# New MHF Subs Cards system



## nukeadmin (Oct 10, 2003)

Well after using up 5,000 subscriber cards over last few years we decided to look at alternatives that were harder wearing (the old cards were thin and tended to wear out quite quickly in the wallet / purse) and could also be used for alternative purposes such as identification at rallys

We have therefore invested in a proper Plastic ID Card printer, its taking time to create a new process to churn these out but hopefully by tmrw we will have it all resolved finally.

We have a back log of cards that will be created and sent out

The other advantage of this system is we can take subscriptions on our stand at shows and create a card at the same time to take away 

We also intend to print the site logo and username perhaps on one side and so they can be used as ID at rallys to allow you to wear and know each others names at rallys / shows


----------



## Zozzer (Aug 13, 2006)

I've been trying to renew my subscription since the 20th May 2013
and all attempts have failed as I can't remember my password for Outdoorbits.

I've raised this with Outdoor bits support on about six or seven occaisions but as yet I'm still waiting for an email to reset the password.

I've now only got 48hrs before I leave the UK and my subscription will lapse before I return.

Please don't tell me to use the PREMIUM RATE telephone number as I begrudge paying extortionate phone charges.

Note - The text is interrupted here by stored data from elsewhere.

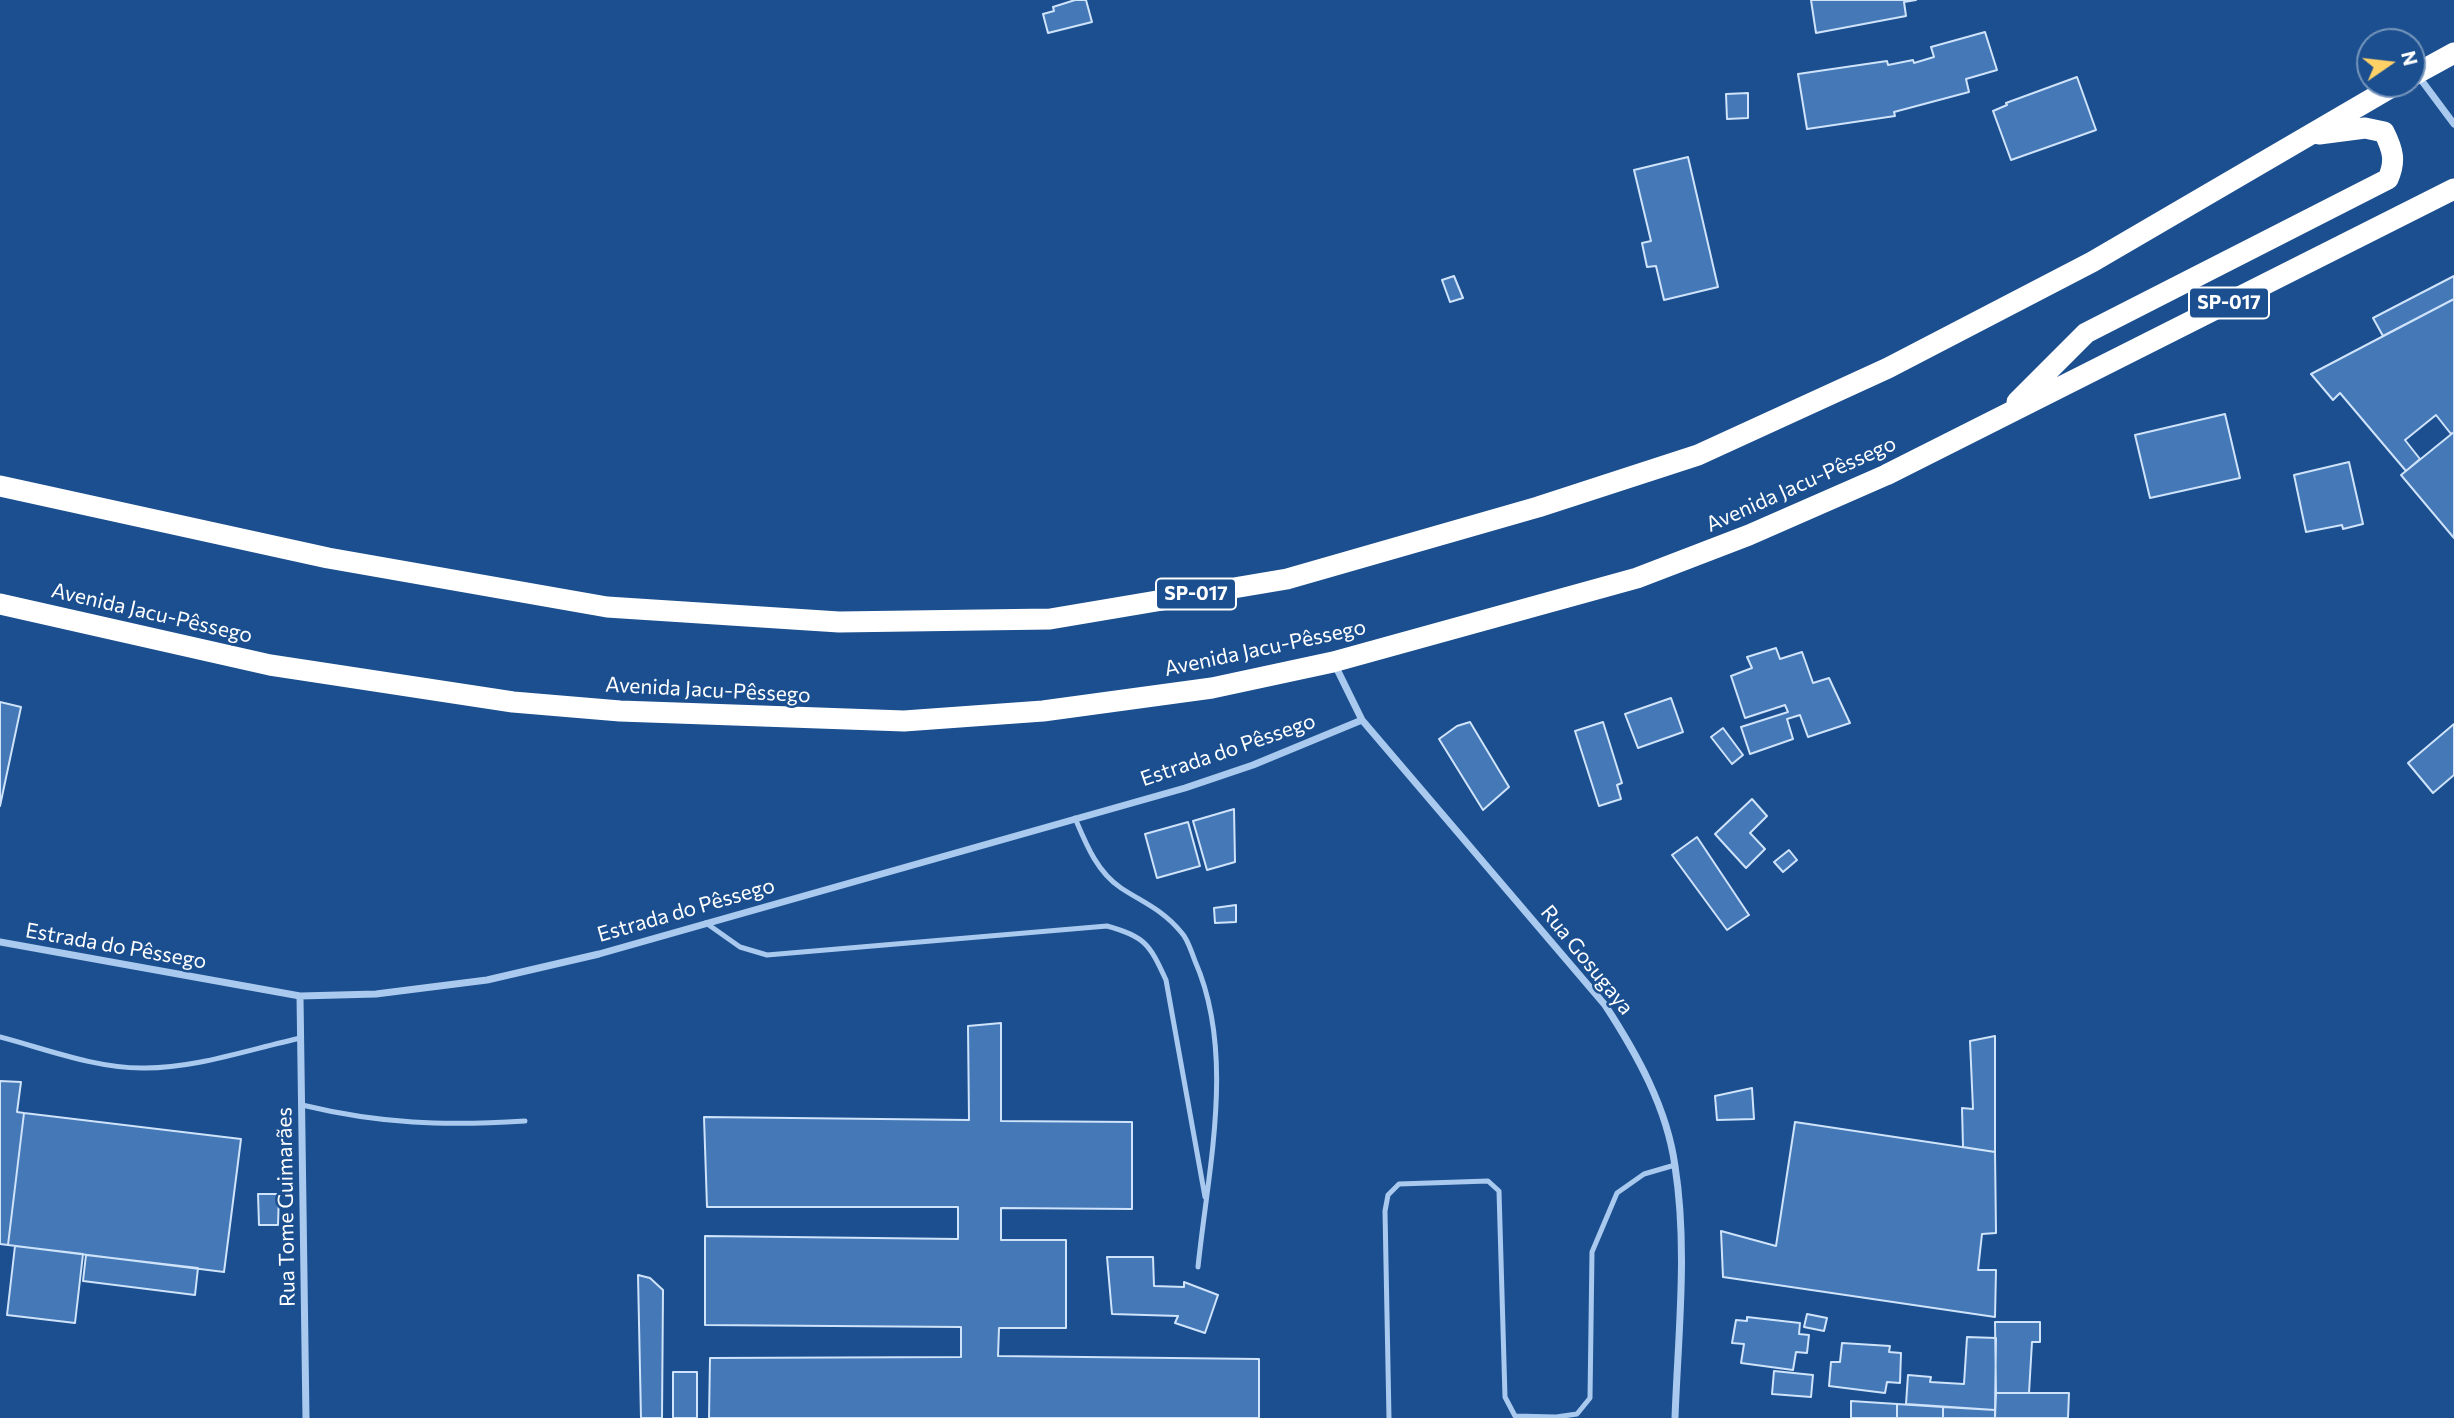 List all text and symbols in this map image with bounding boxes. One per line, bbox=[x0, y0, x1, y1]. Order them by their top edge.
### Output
north arrow bbox=[2356, 28, 2426, 98]
text: N bbox=[2397, 49, 2423, 68]
road number: SP-017 bbox=[2189, 288, 2269, 318]
street label: Avenida Jacu-Pêssego bbox=[1702, 431, 1900, 537]
street label: Avenida Jacu-Pêssego bbox=[49, 578, 255, 648]
road number: SP-017 bbox=[1156, 579, 1236, 610]
street label: Avenida Jacu-Pêssego bbox=[1162, 614, 1368, 682]
street label: Avenida Jacu-Pêssego bbox=[605, 672, 811, 708]
street label: Estrada do Pêssego bbox=[1137, 708, 1319, 792]
street label: Estrada do Pêssego bbox=[594, 873, 778, 947]
street label: Rua Gosugaya bbox=[1535, 900, 1639, 1020]
street label: Estrada do Pêssego bbox=[24, 918, 208, 974]
street label: Rua Tome Guimarães bbox=[272, 1107, 300, 1307]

So will someone please get off their backside and sort out this problem.


----------



## clubman (Sep 3, 2007)

Never got any card in all the years we have been members. Is it too far to throw one all the way up here to Scotland.???


----------



## Pusser (May 9, 2005)

I never got a card but I think it was because either I was considered not mature enough, or children are not issued with one.


----------



## aircool (Jul 13, 2009)

Zozzer said:


> I've been trying to renew my subscription since the 20th May 2013
> and all attempts have failed as I can't remember my password for Outdoorbits.
> 
> I've raised this with Outdoor bits support on about six or seven occaisions but as yet I'm still waiting for an email to reset the password.
> ...


Morning Zozzer

I can see you had tried to reset your password over the bank holiday weekend (didnt see any email bounces so it should've been received - I can only suggest you check your spam / junk mail folder as they do often get caught in there) but no joy logging into OBD though.

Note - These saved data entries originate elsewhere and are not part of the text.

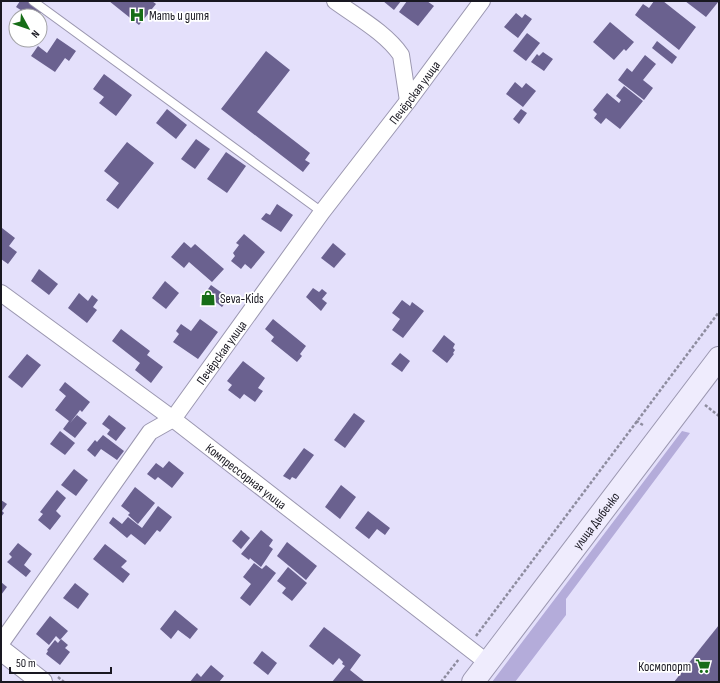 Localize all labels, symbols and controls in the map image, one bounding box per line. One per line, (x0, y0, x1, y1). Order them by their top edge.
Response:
hospital icon: Мать и дитя (128, 6, 146, 24)
north arrow (8, 8, 48, 48)
place label: Мать и дитя (149, 8, 209, 24)
text: N (28, 28, 42, 41)
street label: Печёрская улица (386, 58, 444, 128)
shop icon: Seva-Kids (199, 289, 217, 307)
place label: Seva-Kids (220, 291, 264, 307)
street label: Печёрская улица (193, 318, 250, 388)
street label: Компрессорная улица (202, 440, 289, 513)
street label: улица Дыбенко (570, 489, 623, 553)
scale bar (10, 649, 111, 675)
text: 50 m (16, 656, 36, 671)
supermarket icon: Космопорт (694, 657, 712, 675)
place label: Космопорт (638, 659, 691, 675) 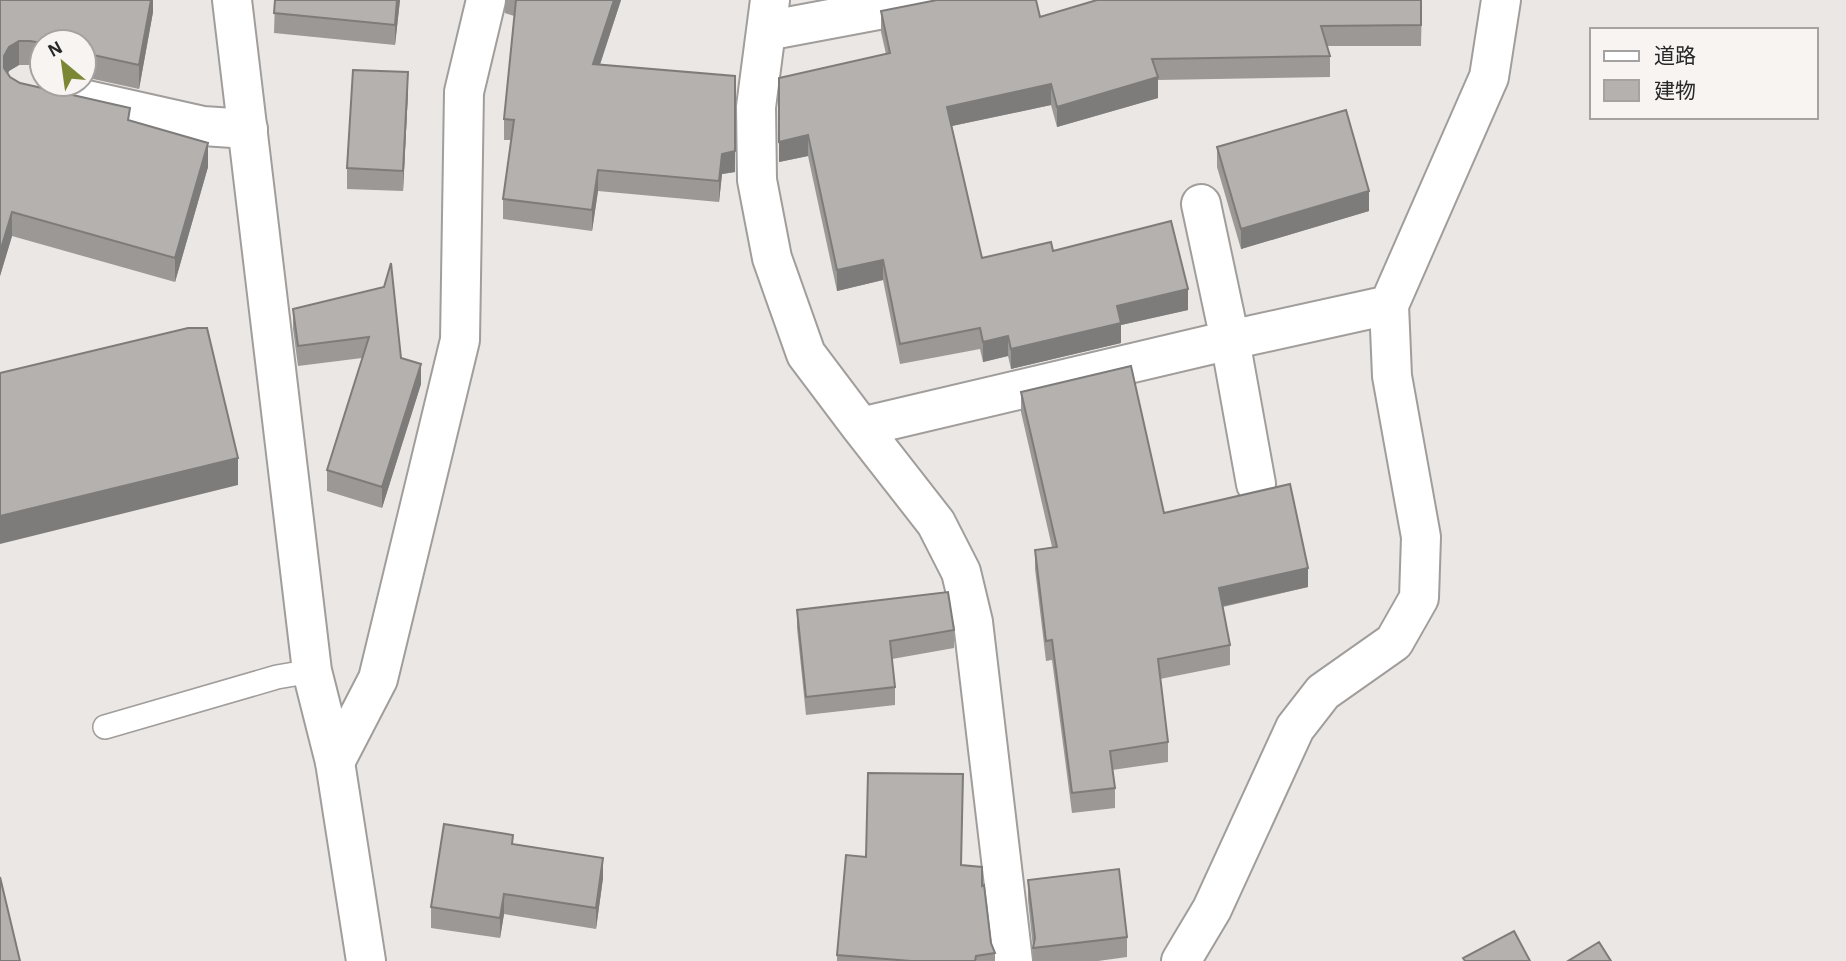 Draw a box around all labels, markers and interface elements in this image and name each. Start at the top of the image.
north arrow [28,28,98,98]
legend [1590,28,1818,119]
text: N [45,38,66,61]
text: 道路 [1654,45,1696,67]
text: 建物 [1654,80,1696,102]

You did raise that you couldn't log into to Outdoor Bits just over a week back now and the ticket was responded to in good time explaining how to reset your password and check your inbox.

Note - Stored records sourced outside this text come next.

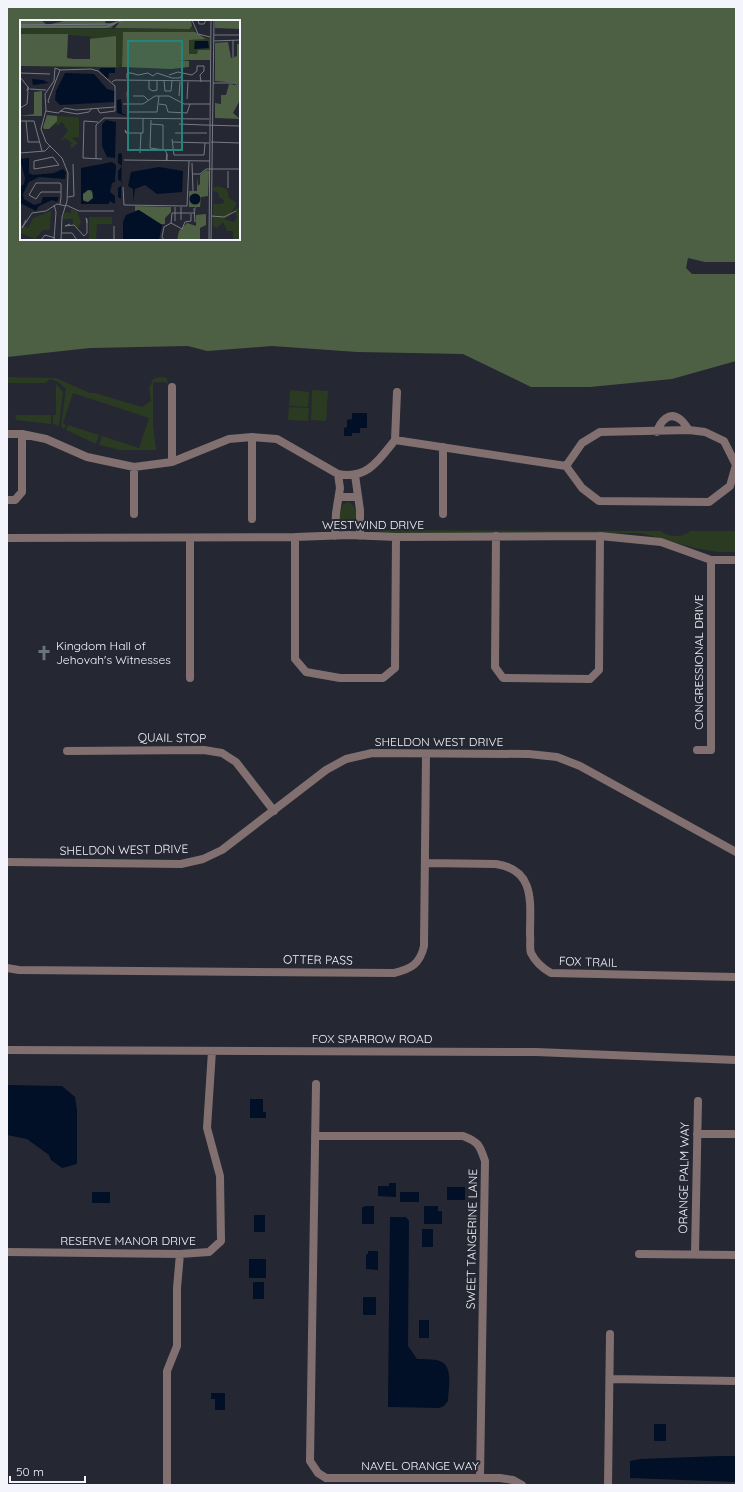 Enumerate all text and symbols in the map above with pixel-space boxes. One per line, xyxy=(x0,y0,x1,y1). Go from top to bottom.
inset map xyxy=(20,20,240,240)
street label: WESTWIND DRIVE xyxy=(322,517,424,532)
street label: CONGRESSIONAL DRIVE xyxy=(691,594,706,730)
place label: Kingdom Hall of Jehovah's Witnesses xyxy=(56,638,171,667)
church icon: Kingdom Hall of Jehovah's Witnesses xyxy=(35,644,53,662)
street label: QUAIL STOP xyxy=(138,729,206,746)
street label: SHELDON WEST DRIVE xyxy=(375,734,503,749)
street label: SHELDON WEST DRIVE xyxy=(60,841,189,858)
street label: OTTER PASS xyxy=(283,951,353,968)
street label: FOX TRAIL xyxy=(559,953,618,970)
street label: FOX SPARROW ROAD xyxy=(312,1031,433,1046)
street label: ORANGE PALM WAY xyxy=(675,1122,692,1234)
street label: SWEET TANGERINE LANE xyxy=(463,1169,480,1309)
street label: RESERVE MANOR DRIVE xyxy=(60,1233,196,1248)
scale bar xyxy=(10,1458,85,1484)
street label: NAVEL ORANGE WAY xyxy=(361,1458,479,1473)
text: 50 m xyxy=(16,1464,44,1479)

If its urgent you can get in contact with us on 0800 033 7288, 0845 8698940 or 01395 830230 or even use the Callback Service.


----------



## aircool (Jul 13, 2009)

clubman said:


> Never got any card in all the years we have been members. Is it too far to throw one all the way up here to Scotland.???


One was sent out a while back - so I will have made up for you later today.



Pusser said:


> I never got a card but I think it was because either I was considered not mature enough, or children are not issued with one.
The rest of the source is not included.